**What you will do**
Copy each line of the records below, from the first through the one that contains "6px,1563px 6px,1570px 26px,1614px", exactly as written.

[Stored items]
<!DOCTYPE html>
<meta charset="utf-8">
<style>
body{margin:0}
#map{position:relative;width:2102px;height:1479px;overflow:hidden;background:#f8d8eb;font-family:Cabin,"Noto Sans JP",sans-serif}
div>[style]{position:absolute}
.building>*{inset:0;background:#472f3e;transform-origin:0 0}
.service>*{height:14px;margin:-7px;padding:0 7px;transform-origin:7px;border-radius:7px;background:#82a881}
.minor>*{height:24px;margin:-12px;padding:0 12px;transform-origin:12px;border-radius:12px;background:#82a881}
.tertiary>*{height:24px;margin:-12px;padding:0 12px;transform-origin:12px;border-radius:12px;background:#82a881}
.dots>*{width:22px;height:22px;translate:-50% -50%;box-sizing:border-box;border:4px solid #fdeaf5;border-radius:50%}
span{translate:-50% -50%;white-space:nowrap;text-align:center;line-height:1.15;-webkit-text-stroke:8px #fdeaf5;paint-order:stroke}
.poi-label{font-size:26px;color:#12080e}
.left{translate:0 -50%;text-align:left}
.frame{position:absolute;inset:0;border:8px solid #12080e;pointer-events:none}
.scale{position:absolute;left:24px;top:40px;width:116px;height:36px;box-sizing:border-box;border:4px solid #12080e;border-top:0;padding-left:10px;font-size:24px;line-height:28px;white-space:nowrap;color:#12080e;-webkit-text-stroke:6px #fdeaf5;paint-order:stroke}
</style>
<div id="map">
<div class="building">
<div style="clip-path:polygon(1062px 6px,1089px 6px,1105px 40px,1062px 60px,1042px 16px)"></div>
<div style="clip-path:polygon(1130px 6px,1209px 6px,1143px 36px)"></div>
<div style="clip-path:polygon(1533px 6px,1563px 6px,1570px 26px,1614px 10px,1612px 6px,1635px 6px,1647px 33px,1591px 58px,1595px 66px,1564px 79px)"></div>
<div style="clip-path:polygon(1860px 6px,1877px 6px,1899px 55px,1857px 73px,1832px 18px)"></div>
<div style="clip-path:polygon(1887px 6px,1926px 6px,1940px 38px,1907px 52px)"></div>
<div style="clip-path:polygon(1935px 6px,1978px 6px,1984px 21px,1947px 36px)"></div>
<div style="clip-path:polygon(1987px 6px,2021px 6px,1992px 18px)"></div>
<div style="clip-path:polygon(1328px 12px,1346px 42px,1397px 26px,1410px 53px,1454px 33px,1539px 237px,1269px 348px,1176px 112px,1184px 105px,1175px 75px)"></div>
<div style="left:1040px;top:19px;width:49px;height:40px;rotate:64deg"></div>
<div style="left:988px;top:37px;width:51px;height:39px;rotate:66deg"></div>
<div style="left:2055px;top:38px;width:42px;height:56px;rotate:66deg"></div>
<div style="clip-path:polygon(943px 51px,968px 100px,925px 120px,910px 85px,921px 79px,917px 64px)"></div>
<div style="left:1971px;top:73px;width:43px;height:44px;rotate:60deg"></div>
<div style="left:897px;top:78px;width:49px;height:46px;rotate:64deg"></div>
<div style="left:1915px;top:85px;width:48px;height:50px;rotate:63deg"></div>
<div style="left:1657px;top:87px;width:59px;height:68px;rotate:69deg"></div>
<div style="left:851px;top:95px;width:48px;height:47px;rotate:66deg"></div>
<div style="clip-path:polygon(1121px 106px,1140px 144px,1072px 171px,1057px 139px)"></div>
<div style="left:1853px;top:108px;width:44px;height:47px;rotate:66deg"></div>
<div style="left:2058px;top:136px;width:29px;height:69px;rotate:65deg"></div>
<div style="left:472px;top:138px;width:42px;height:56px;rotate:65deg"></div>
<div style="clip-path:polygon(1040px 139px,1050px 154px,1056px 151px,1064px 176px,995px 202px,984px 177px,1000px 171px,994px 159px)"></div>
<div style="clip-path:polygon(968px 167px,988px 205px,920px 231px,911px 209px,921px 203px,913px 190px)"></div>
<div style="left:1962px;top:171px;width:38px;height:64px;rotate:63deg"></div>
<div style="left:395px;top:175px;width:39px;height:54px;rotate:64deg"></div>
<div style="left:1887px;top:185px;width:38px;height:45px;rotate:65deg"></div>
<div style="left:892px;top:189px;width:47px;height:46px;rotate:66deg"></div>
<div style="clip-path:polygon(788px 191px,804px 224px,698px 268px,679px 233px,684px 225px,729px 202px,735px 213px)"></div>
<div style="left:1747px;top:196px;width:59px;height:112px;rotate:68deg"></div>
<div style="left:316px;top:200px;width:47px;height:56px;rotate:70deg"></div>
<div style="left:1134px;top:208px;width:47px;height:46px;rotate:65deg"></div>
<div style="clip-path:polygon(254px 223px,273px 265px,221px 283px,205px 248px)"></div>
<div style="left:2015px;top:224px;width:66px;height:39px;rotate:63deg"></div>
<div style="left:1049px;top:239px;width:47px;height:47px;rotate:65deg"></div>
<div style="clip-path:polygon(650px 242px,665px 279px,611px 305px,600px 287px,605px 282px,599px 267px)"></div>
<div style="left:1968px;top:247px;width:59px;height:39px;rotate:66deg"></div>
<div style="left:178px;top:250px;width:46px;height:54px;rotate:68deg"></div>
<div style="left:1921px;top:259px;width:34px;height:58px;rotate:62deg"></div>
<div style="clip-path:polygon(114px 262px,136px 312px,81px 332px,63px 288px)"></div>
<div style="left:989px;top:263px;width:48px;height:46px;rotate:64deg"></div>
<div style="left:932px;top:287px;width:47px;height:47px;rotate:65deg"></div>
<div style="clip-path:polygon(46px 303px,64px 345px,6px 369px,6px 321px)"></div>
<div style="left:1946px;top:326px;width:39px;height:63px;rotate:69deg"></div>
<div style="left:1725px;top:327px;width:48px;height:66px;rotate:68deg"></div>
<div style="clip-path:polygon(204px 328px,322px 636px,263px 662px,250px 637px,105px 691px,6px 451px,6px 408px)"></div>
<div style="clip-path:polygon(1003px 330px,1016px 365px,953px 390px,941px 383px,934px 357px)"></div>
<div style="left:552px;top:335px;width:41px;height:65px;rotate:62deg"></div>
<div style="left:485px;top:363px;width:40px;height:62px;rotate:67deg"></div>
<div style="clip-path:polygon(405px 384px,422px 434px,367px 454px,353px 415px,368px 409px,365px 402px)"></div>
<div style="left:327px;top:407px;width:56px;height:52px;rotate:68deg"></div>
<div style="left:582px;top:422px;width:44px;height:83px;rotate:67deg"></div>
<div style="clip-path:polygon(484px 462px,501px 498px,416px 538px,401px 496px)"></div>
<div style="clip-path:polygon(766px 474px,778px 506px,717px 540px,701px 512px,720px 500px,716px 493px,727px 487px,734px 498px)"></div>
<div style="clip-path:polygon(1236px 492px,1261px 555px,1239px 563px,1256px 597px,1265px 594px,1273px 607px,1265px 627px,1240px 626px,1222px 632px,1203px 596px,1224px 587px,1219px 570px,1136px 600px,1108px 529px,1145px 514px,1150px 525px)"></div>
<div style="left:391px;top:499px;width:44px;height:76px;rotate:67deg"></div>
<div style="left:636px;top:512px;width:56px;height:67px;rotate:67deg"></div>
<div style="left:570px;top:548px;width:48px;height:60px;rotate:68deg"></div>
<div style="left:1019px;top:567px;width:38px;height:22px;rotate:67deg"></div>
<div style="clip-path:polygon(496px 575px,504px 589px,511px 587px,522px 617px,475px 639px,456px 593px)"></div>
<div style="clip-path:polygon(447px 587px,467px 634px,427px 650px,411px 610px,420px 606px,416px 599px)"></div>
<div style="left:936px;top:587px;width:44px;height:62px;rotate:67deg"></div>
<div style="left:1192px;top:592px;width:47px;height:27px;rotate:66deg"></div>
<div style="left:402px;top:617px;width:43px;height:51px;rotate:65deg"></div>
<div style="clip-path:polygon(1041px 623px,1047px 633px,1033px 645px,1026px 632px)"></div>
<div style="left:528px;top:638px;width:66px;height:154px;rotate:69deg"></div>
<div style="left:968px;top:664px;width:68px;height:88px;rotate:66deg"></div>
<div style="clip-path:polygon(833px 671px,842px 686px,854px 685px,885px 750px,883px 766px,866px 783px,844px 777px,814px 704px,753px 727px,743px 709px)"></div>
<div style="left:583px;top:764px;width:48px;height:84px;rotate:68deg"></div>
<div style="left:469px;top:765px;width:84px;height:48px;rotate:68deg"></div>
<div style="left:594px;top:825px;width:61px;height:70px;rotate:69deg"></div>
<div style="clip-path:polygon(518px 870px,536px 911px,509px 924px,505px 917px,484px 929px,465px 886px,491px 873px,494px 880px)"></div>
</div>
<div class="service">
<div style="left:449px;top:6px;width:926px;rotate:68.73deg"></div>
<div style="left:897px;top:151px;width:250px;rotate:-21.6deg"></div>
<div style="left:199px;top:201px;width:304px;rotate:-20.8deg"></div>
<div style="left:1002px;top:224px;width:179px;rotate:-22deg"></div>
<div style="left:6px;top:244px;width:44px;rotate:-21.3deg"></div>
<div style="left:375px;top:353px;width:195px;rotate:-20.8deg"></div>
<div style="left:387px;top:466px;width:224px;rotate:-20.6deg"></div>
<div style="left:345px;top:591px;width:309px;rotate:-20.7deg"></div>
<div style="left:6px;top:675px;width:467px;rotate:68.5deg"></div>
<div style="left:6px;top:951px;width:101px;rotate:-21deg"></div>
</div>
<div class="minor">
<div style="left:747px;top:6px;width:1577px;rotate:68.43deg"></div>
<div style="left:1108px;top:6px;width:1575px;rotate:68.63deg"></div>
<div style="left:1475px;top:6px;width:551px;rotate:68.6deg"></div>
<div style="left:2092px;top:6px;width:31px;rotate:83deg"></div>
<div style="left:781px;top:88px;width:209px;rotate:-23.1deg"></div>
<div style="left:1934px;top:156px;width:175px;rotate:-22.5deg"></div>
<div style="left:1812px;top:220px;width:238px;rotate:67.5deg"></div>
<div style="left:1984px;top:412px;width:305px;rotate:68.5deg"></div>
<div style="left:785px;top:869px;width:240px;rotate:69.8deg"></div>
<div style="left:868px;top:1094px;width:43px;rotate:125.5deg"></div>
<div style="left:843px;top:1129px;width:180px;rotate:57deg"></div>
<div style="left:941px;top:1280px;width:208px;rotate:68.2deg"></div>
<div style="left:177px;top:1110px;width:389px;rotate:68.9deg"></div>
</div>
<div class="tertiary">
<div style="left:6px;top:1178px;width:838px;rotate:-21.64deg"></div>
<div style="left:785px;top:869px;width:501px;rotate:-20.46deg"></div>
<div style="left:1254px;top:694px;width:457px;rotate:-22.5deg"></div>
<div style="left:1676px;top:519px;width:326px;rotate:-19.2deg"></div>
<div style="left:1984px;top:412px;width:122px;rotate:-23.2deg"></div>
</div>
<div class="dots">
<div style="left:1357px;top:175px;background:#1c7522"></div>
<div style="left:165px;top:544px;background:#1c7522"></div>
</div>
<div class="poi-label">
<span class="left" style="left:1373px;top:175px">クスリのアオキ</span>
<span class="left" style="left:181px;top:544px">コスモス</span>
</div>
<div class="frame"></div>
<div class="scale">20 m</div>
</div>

**Completed exercise**
<!DOCTYPE html>
<meta charset="utf-8">
<style>
body{margin:0}
#map{position:relative;width:2102px;height:1479px;overflow:hidden;background:#f8d8eb;font-family:Cabin,"Noto Sans JP",sans-serif}
div>[style]{position:absolute}
.building>*{inset:0;background:#472f3e;transform-origin:0 0}
.service>*{height:14px;margin:-7px;padding:0 7px;transform-origin:7px;border-radius:7px;background:#82a881}
.minor>*{height:24px;margin:-12px;padding:0 12px;transform-origin:12px;border-radius:12px;background:#82a881}
.tertiary>*{height:24px;margin:-12px;padding:0 12px;transform-origin:12px;border-radius:12px;background:#82a881}
.dots>*{width:22px;height:22px;translate:-50% -50%;box-sizing:border-box;border:4px solid #fdeaf5;border-radius:50%}
span{translate:-50% -50%;white-space:nowrap;text-align:center;line-height:1.15;-webkit-text-stroke:8px #fdeaf5;paint-order:stroke}
.poi-label{font-size:26px;color:#12080e}
.left{translate:0 -50%;text-align:left}
.frame{position:absolute;inset:0;border:8px solid #12080e;pointer-events:none}
.scale{position:absolute;left:24px;top:40px;width:116px;height:36px;box-sizing:border-box;border:4px solid #12080e;border-top:0;padding-left:10px;font-size:24px;line-height:28px;white-space:nowrap;color:#12080e;-webkit-text-stroke:6px #fdeaf5;paint-order:stroke}
</style>
<div id="map">
<div class="building">
<div style="clip-path:polygon(1062px 6px,1089px 6px,1105px 40px,1062px 60px,1042px 16px)"></div>
<div style="clip-path:polygon(1130px 6px,1209px 6px,1143px 36px)"></div>
<div style="clip-path:polygon(1533px 6px,1563px 6px,1570px 26px,1614px 10px,1612px 6px,1635px 6px,1647px 33px,1591px 58px,1595px 66px,1564px 79px)"></div>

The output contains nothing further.